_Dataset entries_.
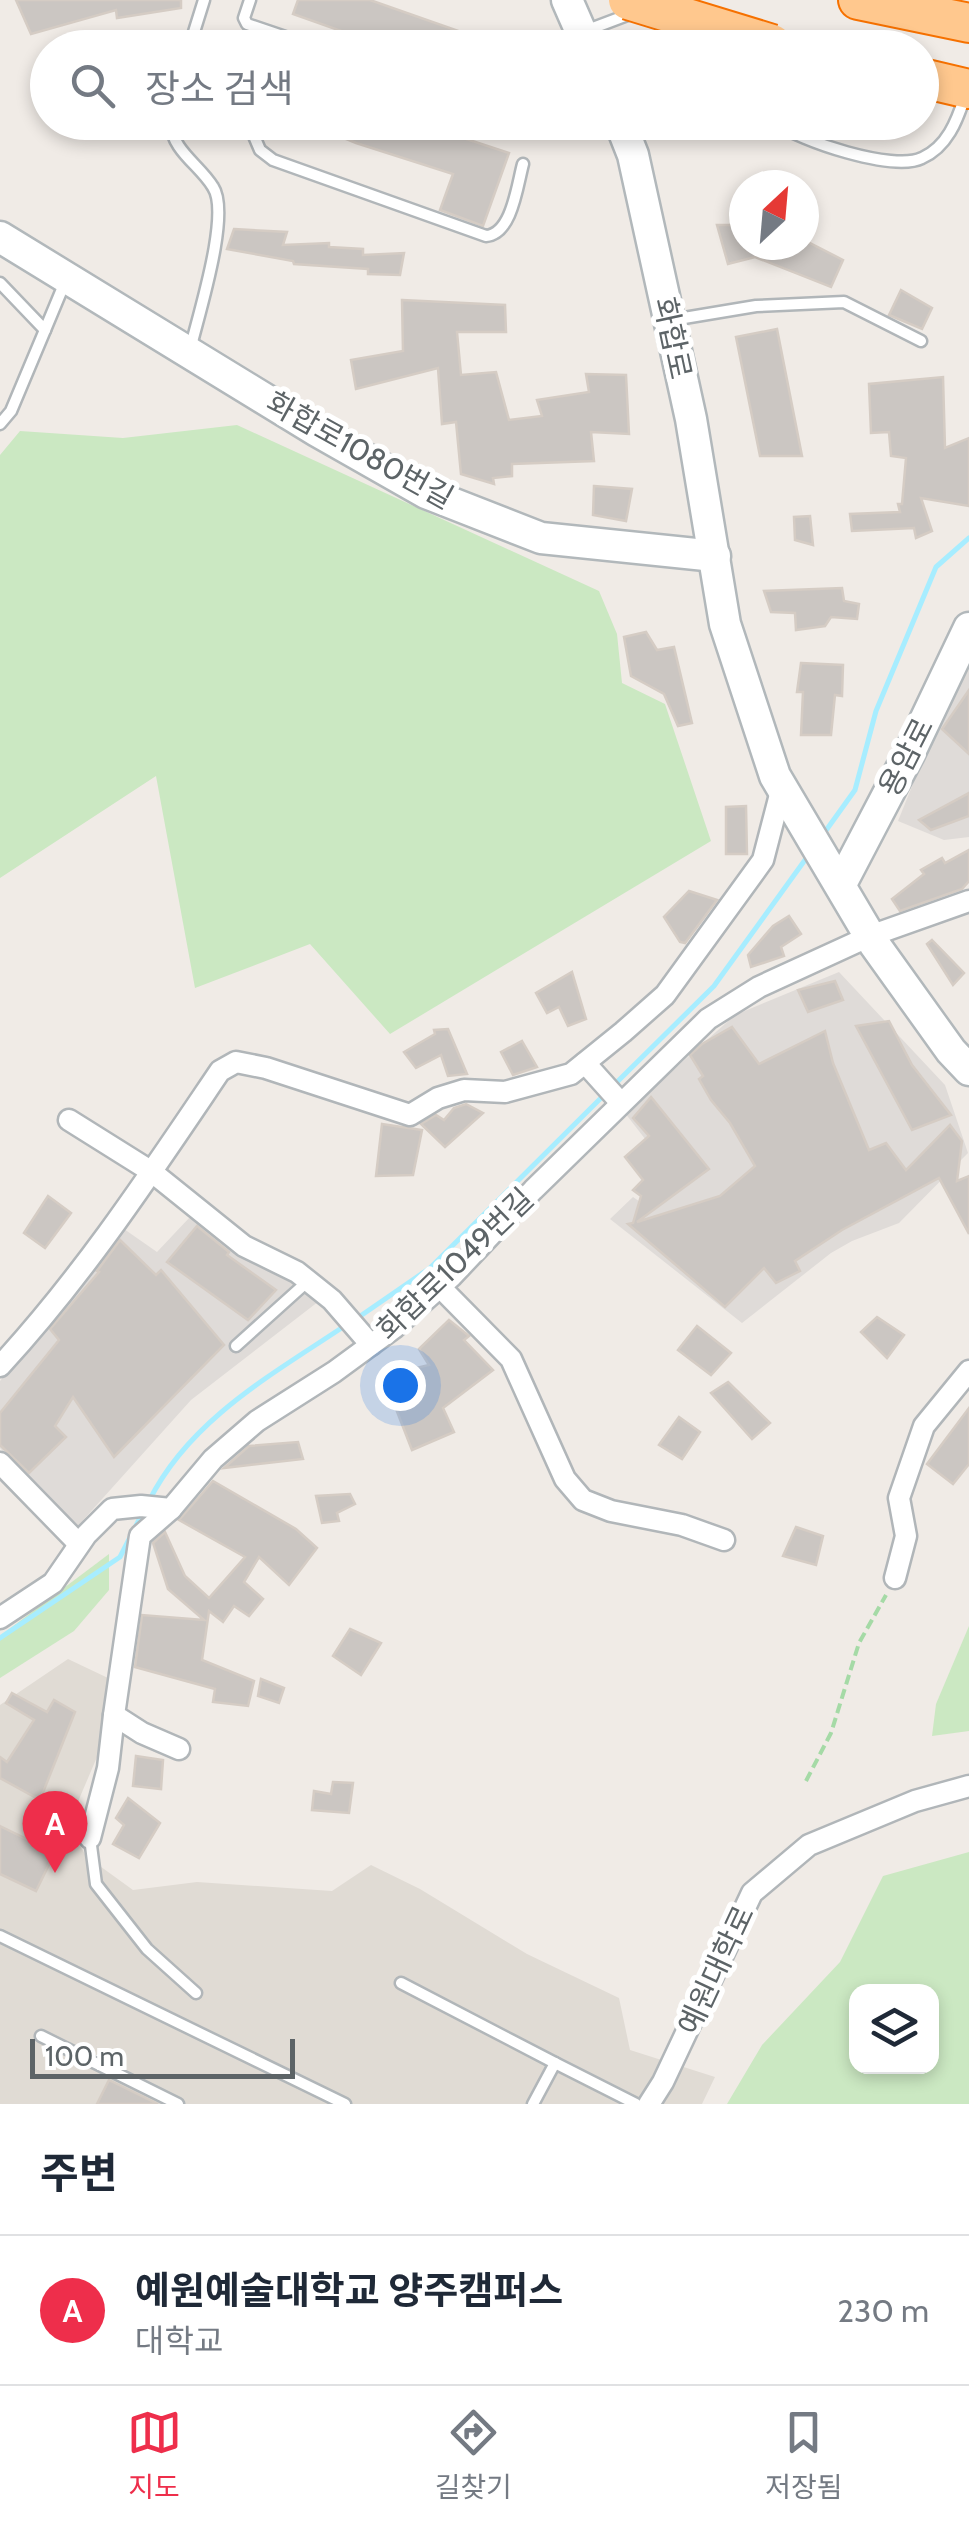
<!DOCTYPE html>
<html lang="ko">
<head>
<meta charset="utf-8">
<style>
  body { margin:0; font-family:Cabin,"Noto Sans KR",sans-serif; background:#f2f2f3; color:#1f2937 }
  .controls { position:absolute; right:30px; bottom:30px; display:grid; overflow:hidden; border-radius:20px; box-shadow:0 5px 15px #0003 }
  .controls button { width:90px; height:90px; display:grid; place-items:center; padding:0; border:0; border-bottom:2px solid #e0e1e3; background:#fff; color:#1f2937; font:50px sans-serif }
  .compass { position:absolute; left:729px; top:170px; width:90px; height:90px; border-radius:50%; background:#fff; box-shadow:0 5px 15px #0003; rotate:26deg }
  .scale { position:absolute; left:30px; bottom:25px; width:265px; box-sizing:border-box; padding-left:10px; border:5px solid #5d6467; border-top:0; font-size:28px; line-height:35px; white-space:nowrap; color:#5d6467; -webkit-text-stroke:8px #fff; paint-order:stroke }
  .you { position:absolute; left:400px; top:1385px; width:35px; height:35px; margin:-25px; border:8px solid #fff; border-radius:50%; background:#1a73e8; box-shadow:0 0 0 15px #1a73e833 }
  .badge { display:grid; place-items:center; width:65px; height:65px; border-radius:50%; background:#ee2e4b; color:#fff; font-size:32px; font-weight:700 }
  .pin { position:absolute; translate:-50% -82px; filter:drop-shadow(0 2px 5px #0008) }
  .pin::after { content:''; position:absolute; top:52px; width:35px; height:30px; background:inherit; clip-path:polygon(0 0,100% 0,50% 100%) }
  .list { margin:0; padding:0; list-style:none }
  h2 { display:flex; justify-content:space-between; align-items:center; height:130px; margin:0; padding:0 40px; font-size:42px }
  h2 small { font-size:32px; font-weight:400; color:#747a83 }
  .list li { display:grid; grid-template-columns:65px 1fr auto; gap:30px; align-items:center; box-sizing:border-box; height:150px; padding:0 40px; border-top:2px solid #e0e1e3 }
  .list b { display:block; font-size:38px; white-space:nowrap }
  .list p { margin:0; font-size:32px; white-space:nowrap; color:#747a83 }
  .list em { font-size:32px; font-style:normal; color:#747a83 }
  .icon { flex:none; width:55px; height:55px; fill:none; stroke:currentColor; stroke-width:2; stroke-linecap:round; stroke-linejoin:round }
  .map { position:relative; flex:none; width:969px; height:2104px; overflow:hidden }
  .search { position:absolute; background:#fff; box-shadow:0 5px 15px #0003; left:30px; right:30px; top:30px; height:110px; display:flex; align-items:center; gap:25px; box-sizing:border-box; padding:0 35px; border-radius:55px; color:#747a83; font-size:38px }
  .sheet { height:280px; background:#fff }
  nav { display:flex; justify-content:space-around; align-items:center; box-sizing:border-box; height:140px; border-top:2px solid #e0e1e3; background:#fff; font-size:28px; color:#747a83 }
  nav a { display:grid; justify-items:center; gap:5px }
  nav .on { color:#ee2e4b }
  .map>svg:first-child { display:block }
  .industrial { fill:#dfdbd8 }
  .education { fill:#e0dbd4 }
  .green { fill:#cbe8c2; fill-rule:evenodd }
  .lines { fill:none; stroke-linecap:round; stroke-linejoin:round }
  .stream { stroke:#a7edff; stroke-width:5 }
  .building { fill:#cbc6c2; stroke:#d5ccc4; stroke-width:2.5 }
  .lane-casing { stroke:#b1b6b9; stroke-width:15 }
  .street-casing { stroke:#b1b6b9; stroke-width:25 }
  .secondary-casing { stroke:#b2b8bb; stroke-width:35 }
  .highway-casing { stroke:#f67100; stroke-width:42 }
  .path { stroke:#a5daa6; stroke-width:4; stroke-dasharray:10 5; stroke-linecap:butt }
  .lane { stroke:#fff; stroke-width:10 }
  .street { stroke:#fff; stroke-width:20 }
  .secondary { stroke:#fff; stroke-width:30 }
  .highway { stroke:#ffc88e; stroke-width:38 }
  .highway-bridge-casing { stroke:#f67100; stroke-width:42; stroke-linecap:butt }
  .highway-bridge { stroke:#ffc88e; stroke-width:38 }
  .labels { text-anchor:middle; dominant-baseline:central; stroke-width:10; stroke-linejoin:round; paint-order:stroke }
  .street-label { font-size:30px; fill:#5d6467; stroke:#fff }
</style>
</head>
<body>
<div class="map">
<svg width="969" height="2104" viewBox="0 0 969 2104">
  <rect width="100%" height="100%" fill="#f0ebe6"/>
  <g class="industrial">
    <path d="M969,665v172l-25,3 -46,-19 50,-124z"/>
    <path d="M839,972l106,113 23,68 -69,70 -47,18 -21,12 -89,70 -132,-104 23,-22 20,14 30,-23 -58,-75 110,-98z"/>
    <path d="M190,1217l133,81 -132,102 -115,128 -76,-80v-67l124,-152 33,23z"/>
  </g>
  <path class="education" d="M68,1659l40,19 -5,65 -35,82 18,31 47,34 64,-8 135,9 39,-26 49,24 107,65 92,44 11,52 85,27 -13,27h-702v-399z"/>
  <g class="green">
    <path d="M237,425l362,166 18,43 5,49 43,21 46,137 -321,193 -80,-90 -115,44 -39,-212 -156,102v-423l20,-24 103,7z"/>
    <path d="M109,1554v36l-35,41 -74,47v-42z"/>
    <path d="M969,1626v105l-37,5 4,-32z"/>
    <path d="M969,1852v252h-242l35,-59 78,-83 43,-86zM856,1992h76v74h-76z"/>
  </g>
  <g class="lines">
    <g class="stream">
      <path d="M822,836l33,-46 21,-79 60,-144 33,-29"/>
      <path d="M614,1085l100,-99 96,-133"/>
      <path d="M356,1319l74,-51 177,-176"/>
      <path d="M149,1501c41,-82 124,-127 197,-176"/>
      <path d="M0,1638l120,-81 24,-47"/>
    </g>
  </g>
  <g class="building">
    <path d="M16,0h165v8l-64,10 -1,-8 -85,24z"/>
    <path d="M298,0h72l97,34 -4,14h-74l-96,-34z"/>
    <path d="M305,122h110l94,31 -26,73 -43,-16 13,-36 -97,-31z"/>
    <path d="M717,225h24l3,20h60v-5l39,20 -12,27 -76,-30 -27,7z"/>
    <path d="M234,229l53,3 -4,13 46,-2v4l34,2v6l41,-2 -4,22 -32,-1v-5l-74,-5 -1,-3 -66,-12z"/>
    <path d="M901,290l31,18 -10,21 -33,-14z"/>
    <path d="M402,300l103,5 1,27h-49l4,43 35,-3 13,48 33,-4 -5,-16 52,-8 -3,-18 40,1 3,59 -38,-2 3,29 -82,3v12l-19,2 1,6 -33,-10 -5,-52 -14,2 -4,-56 -82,21 -5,-29 52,-9z"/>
    <path d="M777,329l25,127h-42l-24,-119z"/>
    <path d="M943,377l2,71 24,-10v68l-48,-8 11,33 -16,7 -2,-10 -62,3 -2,-17 50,-2 -2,-8h4l4,-46 -15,-2 -2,-24 -18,1 -2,-49z"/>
    <path d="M594,486l38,3 -6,32 -33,-6z"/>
    <path d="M810,516l3,29 -18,-5 -1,-23z"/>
    <path d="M842,588l2,13 15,3 -2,15 -26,-2 -6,9 -29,4 -1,-17 -24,-1 -7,-21z"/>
    <path d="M646,632l11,18 17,-3 18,76 -14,3 -14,-32 -33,-18 -7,-39z"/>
    <path d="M801,663l42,2 -1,31 -7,-1 -4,40h-30l2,-43h-6z"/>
    <path d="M969,690v64l-27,-25z"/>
    <path d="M969,793v23l-38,14 -12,-10z"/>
    <path d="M746,806l1,48h-21v-47z"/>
    <path d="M969,850v31l-7,8 -62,22 -8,-12 32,-25 -3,-4 21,-12 3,5z"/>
    <path d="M689,891l28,9 -32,43 -5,-1 -16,-25z"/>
    <path d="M789,916l12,18 -20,13 3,9 -33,11 -3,-12 25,-29z"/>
    <path d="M932,940l32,33 -11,12 -26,-41z"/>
    <path d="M572,972l14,47 -18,7 -9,-19 -12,6 -11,-20z"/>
    <path d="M835,981l8,19 -35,12 -10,-22z"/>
    <path d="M889,1021l23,44 39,50 -39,15 -56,-104z"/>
    <path d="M732,1027l27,37 66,-33 8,32 36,87 17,-7 20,27 44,-45 12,16 -5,40 12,-5v58l-30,-56 -97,52 -47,31 5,10 -24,12 -12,-15 -39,39 -97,-83 5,-1 8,-27 -8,-6 10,-10 -18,-23 24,-21 -16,-18 18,-21 58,72 -72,53 83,-26 35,-30 -25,-43 -19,-23 -12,-21 4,-3 -13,-21 12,-11z"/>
    <path d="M448,1029l19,45 -19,2 -7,-21 -25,13 -12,-16 31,-18 -1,-4z"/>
    <path d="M522,1041l15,26 -24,8 -12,-23z"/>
    <path d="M466,1104l17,9 -38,34 -24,-23 15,-9 8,5 10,-12z"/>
    <path d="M382,1124l40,6 -9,45 -37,1z"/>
    <path d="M48,1196l23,17 -26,35 -21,-15z"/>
    <path d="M197,1226l32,26 -2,3 49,35 -28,30 -81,-58z"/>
    <path d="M120,1240l36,35 5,-5 63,75 -110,112 -41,-60 -18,29 11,11 -37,36 -29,-28v-32l59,-73 -9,-11 49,-57 -2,-1z"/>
    <path d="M877,1317l27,18 -17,23 -26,-26z"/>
    <path d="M449,1320l20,16 -5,4 29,30 -50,38 11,24 -42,18 -26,-67 8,-2 -3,-7 38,-9 -10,-16z"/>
    <path d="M697,1326l34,27 -20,22 -33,-25z"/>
    <path d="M728,1382l42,41 -18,16 -41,-46z"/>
    <path d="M969,1408v56l-16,20 -26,-20z"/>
    <path d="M679,1417l21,15 -18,27 -23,-14z"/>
    <path d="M298,1442l5,17 -79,9 25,-22z"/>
    <path d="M213,1481l83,48 21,19 -28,37 -30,-28 -15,25 19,17 -14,17 -15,-10 -11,16 -14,-11 -7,49 52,21 -6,25 -35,-4 2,-13 -80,-22 7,-52 62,5 -36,-31 -15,-46 12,-11 20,44 24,22 36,-41 -66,-37z"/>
    <path d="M350,1494l5,10 -18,9 2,8 -17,2 -6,-27z"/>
    <path d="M796,1527l27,9 -7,29 -33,-9z"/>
    <path d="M350,1629l31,14 -20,32 -28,-19z"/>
    <path d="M261,1679l23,9 -5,15 -21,-7z"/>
    <path d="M12,1693l35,19 7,-12 21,12 -35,88 -40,-22v-21l7,5 27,-42 -28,-17z"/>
    <path d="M136,1756l27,4 -2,29 -28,-3z"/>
    <path d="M333,1782l20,1 -4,30 -37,-3 2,-19 17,3z"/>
    <path d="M128,1798l32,25 -21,35 -26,-14 11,-19 -8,-7z"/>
    <path d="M0,1826l37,18 5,-11 18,9 -24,49 -36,-17z"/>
    <path d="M109,2080l49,24h-61z"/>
  </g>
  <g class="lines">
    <g class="lane-casing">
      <g id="lane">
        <path d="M250,0l-6,18 3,6 71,24"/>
        <path d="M585,31l45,-17"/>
        <path d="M189,48l15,-48"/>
        <path d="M170,122c3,30 29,42 43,65 18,27 -15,129 -23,163"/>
        <path d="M248,122l12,28 13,10 213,76c26,-2 31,-50 37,-72"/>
        <path d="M775,122c24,19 119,50 147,36 25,-11 35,-37 43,-62"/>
        <path d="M0,283l45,47 20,-48"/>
        <path d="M672,320l84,-14 88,-4 77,39"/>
        <path d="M0,424l11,-13 34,-81"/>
        <path d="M236,1346l71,-64"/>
        <path d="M90,1838l6,46 51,65 49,44"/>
        <path d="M0,1936l345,168"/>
        <path d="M401,1983l154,80"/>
        <path d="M41,2036l137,68"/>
        <path d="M533,2104l22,-41 81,41"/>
      </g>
    </g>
    <g class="street-casing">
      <g id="street">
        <path d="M585,1063l36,40"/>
        <path d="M69,1120l83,52 92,74 53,26 35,28 39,45"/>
        <path d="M440,1287l71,72 54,120 18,21 28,11 71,14 42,15"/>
        <path d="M0,1366c84,-91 151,-193 220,-295l16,-9 30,6 144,47 28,-17 26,-8 41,2 66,-18 52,-42 42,-37 98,-135 19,-73"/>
        <path d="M0,1463l79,81"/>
        <path d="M171,1509l-31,27 -26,179 28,18 37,16"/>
        <path d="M895,1578l11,-42 -7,-38 25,-72 45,-55"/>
        <path d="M0,1618l53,-35 33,-48 26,-26 29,-3 30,3 42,-50 44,-38 77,-49 60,-44 58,-52 81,-86 175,-171 51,-32 111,-51 99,-35"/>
        <path d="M90,1838l18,-70 6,-53"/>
        <path d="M649,2104l14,-22 89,-189 57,-48 106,-44 54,-15"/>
      </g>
    </g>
    <g class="secondary-casing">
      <g id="secondary">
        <path d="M567,0l21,48"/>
        <path d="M620,122l13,33 58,264 34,205 50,152 100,169 76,106 18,19"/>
        <path d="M0,237l317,194 109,62 115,45 174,18"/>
        <path d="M841,884l68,-130 60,-126"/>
      </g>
    </g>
    <g class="highway-casing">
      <g id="highway">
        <path d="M858,0l111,23"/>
        <path d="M922,78l47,11"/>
      </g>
    </g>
    <path class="path" d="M806,1781l25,-48 28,-90 27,-48"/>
    <use href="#lane" class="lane"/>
    <use href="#street" class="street"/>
    <use href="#secondary" class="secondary"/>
    <use href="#highway" class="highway"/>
    <g class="highway-bridge-casing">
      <path id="highway-bridge" d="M628,0l144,44"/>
    </g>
    <use href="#highway-bridge" class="highway-bridge"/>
  </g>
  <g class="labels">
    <g class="street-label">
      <text transform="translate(673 338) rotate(78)">화합로</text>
      <text transform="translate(360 450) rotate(29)">화합로1080번길</text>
      <text transform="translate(906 757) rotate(-63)">용암로</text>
      <text transform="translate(455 1264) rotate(-44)">화합로1049번길</text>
      <text transform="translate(716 1970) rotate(-65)">예원대학로</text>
    </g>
  </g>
</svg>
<div class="controls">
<button><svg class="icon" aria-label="layers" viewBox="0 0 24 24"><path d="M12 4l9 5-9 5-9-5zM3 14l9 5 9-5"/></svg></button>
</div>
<svg class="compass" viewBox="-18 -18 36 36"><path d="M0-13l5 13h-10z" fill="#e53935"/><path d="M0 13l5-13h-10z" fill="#747a83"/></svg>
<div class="scale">100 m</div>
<div class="you"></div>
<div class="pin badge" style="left:55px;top:1873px">A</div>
<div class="search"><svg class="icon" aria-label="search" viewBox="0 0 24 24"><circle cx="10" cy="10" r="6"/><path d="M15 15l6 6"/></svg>장소 검색</div>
</div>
<section class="sheet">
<h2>주변<small></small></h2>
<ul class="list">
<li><span class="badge">A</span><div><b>예원예술대학교 양주캠퍼스</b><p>대학교</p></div><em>230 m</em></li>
</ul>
</section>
<nav>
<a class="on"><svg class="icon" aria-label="map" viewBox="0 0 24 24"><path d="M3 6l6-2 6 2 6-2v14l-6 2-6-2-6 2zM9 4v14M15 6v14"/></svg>지도</a>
<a><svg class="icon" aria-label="directions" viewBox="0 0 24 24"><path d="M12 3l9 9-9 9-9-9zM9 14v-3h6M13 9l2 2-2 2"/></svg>길찾기</a>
<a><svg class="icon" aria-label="saved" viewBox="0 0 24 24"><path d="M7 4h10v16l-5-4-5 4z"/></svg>저장됨</a>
</nav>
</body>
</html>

_Action item_. Please report every line of the records above that contains the word "controls".

_Written solution_.
  .controls { position:absolute; right:30px; bottom:30px; display:grid; overflow:hidden; border-radius:20px; box-shadow:0 5px 15px #0003 }
  .controls button { width:90px; height:90px; display:grid; place-items:center; padding:0; border:0; border-bottom:2px solid #e0e1e3; background:#fff; color:#1f2937; font:50px sans-serif }
<div class="controls">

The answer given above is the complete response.